I got moved from that office to one near the back stairs, an equally busy location. It had one window from which I saw not a gingko tree and Main Street, but an alley, an overgrown courtyard and flat rooftops of varying heights – brick and concrete and tar paper. The air conditioning unit for the building next door sat on a metal platform attached to wall of the second floor. It was rusty. The top collected water when it rained and it rained a lot while I was in that office.

There was a bench in the courtyard. It was rusty, too. It was missing part of its back and all around it weeds were growing up between the bricks. The scene both whispered and screamed loneliness.

That single window was off-kilter in its sash and in the winter months cold air seeped through the cracks overpowering the output of the little ceramic heater I kept under my desk to warm my feet. There was no sitting in the windowsill in this office.

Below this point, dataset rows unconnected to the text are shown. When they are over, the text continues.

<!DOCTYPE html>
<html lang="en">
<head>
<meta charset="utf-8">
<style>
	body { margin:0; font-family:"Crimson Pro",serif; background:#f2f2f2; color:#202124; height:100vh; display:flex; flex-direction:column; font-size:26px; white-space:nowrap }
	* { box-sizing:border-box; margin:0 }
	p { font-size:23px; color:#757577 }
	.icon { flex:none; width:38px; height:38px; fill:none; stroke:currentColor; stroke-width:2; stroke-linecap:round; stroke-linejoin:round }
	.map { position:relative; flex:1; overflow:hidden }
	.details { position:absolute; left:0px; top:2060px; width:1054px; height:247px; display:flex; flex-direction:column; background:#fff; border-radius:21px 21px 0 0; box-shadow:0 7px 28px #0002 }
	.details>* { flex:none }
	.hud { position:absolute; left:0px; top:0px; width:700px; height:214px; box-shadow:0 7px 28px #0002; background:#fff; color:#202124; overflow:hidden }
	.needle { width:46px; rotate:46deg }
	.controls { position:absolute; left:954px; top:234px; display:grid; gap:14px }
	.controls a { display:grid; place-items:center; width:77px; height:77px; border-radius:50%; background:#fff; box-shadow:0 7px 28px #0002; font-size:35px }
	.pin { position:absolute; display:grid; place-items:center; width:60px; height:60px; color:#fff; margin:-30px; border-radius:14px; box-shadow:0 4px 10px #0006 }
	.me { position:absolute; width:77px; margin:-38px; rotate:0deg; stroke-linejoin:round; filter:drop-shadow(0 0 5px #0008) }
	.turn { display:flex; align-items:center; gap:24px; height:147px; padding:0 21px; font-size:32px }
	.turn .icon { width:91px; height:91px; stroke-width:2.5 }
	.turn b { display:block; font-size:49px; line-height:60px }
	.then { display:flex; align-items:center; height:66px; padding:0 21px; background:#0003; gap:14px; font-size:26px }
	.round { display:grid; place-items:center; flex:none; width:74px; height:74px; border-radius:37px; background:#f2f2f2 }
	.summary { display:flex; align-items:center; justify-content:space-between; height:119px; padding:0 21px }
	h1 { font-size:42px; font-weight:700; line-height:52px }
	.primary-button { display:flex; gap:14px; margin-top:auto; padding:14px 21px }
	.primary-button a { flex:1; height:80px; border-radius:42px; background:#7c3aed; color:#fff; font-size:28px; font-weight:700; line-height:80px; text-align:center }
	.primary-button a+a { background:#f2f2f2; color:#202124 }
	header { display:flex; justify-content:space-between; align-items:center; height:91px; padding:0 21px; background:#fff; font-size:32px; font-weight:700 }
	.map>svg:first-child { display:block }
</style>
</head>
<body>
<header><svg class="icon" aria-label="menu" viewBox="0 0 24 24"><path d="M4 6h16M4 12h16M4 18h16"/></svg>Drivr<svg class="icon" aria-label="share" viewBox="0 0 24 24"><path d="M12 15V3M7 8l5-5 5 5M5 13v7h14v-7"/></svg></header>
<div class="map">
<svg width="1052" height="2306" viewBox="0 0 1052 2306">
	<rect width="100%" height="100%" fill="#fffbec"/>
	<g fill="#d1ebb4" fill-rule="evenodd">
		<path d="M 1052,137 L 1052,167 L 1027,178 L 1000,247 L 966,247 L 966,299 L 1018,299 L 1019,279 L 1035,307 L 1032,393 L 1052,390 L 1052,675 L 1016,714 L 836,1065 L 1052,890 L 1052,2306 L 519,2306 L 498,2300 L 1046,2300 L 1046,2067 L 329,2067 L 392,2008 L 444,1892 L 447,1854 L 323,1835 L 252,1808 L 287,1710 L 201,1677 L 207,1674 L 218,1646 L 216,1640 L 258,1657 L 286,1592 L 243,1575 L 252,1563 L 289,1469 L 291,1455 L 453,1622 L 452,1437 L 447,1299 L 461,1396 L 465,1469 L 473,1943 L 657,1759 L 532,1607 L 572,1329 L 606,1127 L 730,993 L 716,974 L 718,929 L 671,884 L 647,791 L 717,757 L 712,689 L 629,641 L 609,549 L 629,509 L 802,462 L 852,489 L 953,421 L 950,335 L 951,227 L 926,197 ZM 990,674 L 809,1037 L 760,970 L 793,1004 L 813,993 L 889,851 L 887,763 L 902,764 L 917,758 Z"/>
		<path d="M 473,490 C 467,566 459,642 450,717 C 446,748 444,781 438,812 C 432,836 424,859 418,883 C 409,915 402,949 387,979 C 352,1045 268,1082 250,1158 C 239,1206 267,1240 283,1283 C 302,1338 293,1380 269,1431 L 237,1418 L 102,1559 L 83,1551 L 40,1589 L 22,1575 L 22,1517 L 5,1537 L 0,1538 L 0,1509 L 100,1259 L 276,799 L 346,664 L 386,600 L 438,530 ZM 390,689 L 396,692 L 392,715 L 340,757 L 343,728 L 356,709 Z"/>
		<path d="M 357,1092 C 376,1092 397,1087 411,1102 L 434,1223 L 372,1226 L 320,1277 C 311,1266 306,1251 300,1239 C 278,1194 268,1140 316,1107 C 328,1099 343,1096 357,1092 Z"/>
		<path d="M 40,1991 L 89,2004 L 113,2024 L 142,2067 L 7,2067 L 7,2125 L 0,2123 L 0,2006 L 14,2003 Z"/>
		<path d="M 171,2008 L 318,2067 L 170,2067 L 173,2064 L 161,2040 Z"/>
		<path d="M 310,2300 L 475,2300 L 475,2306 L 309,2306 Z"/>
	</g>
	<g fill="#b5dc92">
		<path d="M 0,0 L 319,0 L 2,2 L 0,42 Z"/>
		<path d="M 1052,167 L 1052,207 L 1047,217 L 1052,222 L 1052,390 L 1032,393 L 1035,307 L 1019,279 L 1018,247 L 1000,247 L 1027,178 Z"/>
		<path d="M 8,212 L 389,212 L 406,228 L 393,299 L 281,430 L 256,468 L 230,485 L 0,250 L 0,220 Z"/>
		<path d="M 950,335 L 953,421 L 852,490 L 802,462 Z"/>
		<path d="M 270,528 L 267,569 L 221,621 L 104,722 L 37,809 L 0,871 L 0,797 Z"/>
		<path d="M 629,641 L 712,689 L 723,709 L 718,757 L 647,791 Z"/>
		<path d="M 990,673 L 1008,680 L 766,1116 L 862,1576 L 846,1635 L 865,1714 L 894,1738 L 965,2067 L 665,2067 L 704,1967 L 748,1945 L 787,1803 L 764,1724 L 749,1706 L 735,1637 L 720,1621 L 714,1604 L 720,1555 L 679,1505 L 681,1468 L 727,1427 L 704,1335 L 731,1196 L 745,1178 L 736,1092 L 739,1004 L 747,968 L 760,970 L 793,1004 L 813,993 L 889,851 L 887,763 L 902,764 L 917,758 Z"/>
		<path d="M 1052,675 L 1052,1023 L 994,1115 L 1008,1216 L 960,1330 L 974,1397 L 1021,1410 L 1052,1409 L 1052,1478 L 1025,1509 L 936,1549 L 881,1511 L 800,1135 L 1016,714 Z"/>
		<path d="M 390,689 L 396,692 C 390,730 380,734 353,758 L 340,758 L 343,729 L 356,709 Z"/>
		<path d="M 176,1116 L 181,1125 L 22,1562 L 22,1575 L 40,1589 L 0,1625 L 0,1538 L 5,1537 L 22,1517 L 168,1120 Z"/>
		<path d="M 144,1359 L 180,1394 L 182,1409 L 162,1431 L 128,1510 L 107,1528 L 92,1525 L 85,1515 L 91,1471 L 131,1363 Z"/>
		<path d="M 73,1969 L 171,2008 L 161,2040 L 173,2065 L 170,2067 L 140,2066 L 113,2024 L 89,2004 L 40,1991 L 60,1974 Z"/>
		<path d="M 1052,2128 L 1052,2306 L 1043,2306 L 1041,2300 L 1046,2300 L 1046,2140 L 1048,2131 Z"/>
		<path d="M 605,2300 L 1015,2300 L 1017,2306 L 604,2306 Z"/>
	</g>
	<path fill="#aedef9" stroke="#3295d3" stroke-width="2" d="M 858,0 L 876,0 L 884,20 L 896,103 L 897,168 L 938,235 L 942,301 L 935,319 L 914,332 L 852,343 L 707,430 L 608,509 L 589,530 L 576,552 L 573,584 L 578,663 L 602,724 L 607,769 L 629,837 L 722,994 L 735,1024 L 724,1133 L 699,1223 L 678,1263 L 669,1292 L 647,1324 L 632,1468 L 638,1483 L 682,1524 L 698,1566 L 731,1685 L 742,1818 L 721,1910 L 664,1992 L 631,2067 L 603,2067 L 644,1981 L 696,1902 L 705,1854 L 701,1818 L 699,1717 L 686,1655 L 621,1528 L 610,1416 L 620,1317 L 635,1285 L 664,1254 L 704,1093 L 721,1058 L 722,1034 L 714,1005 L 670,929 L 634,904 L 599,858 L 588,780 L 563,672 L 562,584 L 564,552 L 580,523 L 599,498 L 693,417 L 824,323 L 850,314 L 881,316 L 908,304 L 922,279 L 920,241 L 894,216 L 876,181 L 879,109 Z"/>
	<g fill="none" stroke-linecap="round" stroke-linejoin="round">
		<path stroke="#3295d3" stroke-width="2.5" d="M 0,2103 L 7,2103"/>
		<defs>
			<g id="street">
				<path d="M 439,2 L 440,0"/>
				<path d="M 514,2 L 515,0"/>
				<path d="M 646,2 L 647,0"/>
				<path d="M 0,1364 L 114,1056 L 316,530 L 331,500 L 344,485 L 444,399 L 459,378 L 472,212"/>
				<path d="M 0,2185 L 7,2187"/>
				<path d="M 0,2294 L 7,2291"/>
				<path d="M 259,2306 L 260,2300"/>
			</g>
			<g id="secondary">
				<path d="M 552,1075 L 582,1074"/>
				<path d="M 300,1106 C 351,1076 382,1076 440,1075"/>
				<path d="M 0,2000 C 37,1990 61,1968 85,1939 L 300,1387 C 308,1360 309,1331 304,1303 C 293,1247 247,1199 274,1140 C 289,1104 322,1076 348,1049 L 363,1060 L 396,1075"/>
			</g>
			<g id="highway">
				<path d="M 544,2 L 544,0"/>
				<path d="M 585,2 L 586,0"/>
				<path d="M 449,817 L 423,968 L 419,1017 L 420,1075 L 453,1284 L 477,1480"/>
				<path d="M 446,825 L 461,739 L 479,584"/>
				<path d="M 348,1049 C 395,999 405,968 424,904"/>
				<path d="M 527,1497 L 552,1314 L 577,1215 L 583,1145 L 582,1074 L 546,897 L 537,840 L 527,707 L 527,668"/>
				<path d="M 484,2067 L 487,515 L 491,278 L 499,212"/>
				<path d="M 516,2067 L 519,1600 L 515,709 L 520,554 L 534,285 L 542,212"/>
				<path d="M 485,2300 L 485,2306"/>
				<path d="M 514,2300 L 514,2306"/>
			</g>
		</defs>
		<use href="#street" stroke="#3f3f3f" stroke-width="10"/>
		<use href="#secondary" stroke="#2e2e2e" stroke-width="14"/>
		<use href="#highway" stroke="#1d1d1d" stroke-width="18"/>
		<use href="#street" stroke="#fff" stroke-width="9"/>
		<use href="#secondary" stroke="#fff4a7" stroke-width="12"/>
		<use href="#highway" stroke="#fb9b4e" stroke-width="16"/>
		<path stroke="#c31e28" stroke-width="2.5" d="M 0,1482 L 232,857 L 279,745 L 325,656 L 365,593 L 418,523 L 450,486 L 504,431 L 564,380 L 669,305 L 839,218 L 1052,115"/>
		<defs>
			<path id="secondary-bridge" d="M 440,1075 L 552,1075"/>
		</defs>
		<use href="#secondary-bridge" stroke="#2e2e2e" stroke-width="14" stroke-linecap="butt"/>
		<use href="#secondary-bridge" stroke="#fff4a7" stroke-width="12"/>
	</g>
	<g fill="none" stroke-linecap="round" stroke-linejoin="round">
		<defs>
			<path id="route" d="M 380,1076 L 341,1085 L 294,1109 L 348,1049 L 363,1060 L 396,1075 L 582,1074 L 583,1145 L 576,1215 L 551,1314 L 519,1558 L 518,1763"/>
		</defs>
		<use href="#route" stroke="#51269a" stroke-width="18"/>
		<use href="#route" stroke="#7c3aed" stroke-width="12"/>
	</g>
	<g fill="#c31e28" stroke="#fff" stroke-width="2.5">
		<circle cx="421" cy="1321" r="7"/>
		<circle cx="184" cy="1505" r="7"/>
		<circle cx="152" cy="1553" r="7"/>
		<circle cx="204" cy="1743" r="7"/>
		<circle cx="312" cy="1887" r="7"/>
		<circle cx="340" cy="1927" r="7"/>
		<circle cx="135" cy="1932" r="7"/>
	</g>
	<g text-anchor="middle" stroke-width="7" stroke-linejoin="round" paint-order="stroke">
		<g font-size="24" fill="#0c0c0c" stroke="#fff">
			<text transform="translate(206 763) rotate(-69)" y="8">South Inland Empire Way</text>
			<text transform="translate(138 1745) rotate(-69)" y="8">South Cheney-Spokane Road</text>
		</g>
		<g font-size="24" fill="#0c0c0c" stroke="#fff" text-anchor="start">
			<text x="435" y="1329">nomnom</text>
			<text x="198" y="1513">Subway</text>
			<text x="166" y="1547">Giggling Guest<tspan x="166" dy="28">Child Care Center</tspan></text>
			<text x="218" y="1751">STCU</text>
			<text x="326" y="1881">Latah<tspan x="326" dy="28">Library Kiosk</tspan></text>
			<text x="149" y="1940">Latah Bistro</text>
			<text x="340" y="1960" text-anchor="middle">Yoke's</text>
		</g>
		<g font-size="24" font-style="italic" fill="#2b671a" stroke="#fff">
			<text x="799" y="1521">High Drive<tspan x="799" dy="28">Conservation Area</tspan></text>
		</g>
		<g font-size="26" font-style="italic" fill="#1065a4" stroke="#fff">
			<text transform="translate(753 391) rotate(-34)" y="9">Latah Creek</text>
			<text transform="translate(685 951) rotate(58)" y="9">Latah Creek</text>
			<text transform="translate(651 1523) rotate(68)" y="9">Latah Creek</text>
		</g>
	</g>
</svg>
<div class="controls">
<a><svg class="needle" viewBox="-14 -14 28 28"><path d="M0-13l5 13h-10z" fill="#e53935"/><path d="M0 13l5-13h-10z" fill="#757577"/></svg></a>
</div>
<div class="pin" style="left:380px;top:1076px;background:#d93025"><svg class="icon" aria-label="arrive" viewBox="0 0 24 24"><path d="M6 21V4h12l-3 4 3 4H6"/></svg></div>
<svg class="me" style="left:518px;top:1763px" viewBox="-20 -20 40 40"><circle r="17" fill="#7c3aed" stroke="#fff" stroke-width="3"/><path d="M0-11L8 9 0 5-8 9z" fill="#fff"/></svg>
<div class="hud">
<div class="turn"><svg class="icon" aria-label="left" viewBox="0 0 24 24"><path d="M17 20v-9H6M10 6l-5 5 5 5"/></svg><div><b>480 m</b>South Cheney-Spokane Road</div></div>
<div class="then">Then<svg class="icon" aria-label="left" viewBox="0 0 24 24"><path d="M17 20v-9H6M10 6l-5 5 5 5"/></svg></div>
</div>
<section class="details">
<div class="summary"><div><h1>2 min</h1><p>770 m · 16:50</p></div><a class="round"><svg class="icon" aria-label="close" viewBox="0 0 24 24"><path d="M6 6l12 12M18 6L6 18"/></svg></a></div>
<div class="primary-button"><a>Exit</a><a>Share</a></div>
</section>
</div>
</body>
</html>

The third office, the one I now occupy, is on the back corner. It is larger than the previous two and is at the end of the hallway, in a sort of interior cul-de-sac shared by only one other office and a tiny kitchen. When I close my door here it is more likely for the purpose of climate than crowd control. The same furniture, the same books, the same certificates identify its occupant.

There are two windows, one overlooking the alley, one Main Street. My office marks the intersection where the noise and constant activity of the street crosses the quiet and emptiness of the alley. The humming of cars and trucks is set off against the non-noise of occasional foot traffic. The wide and open juts up against the narrow and constricted and the contrast is stark.

I’ve been here a while. Long enough to have changed out some of the older photographs for more recent ones. Long enough to have gone through a couple of printers. Long enough to have survived the renovation of the office building across the alley, a renovation that took months and months and involved too many afternoons of a cement mixer underneath my window grinding and grinding at a decibel level that had me teetering on whatever decibel level is my personal pain threshold.

I’ve been here a while and, yet, strangely enough, I’ve only just now come to see this place as an intersection. The single point on a graph where the Y axis, traveling in one direction, and the X axis, traveling in the other, meet. And having seen it, I’m now asking myself what exactly does one do at an intersection?

That depends, of course, on what one sees. A traffic light, a stop sign – those are easy to interpret. But what if there are no traffic signals? What if there are no street signs? What if there is an accident blocking your lane?

The answers are all the same. First, slow down. Then decide. Right, left, or straight ahead. Maybe even a u-turn if it’s clear there’s been a mistake. All viable options.

What is not an option is stopping. In the middle. Of the road. It is there that danger lies.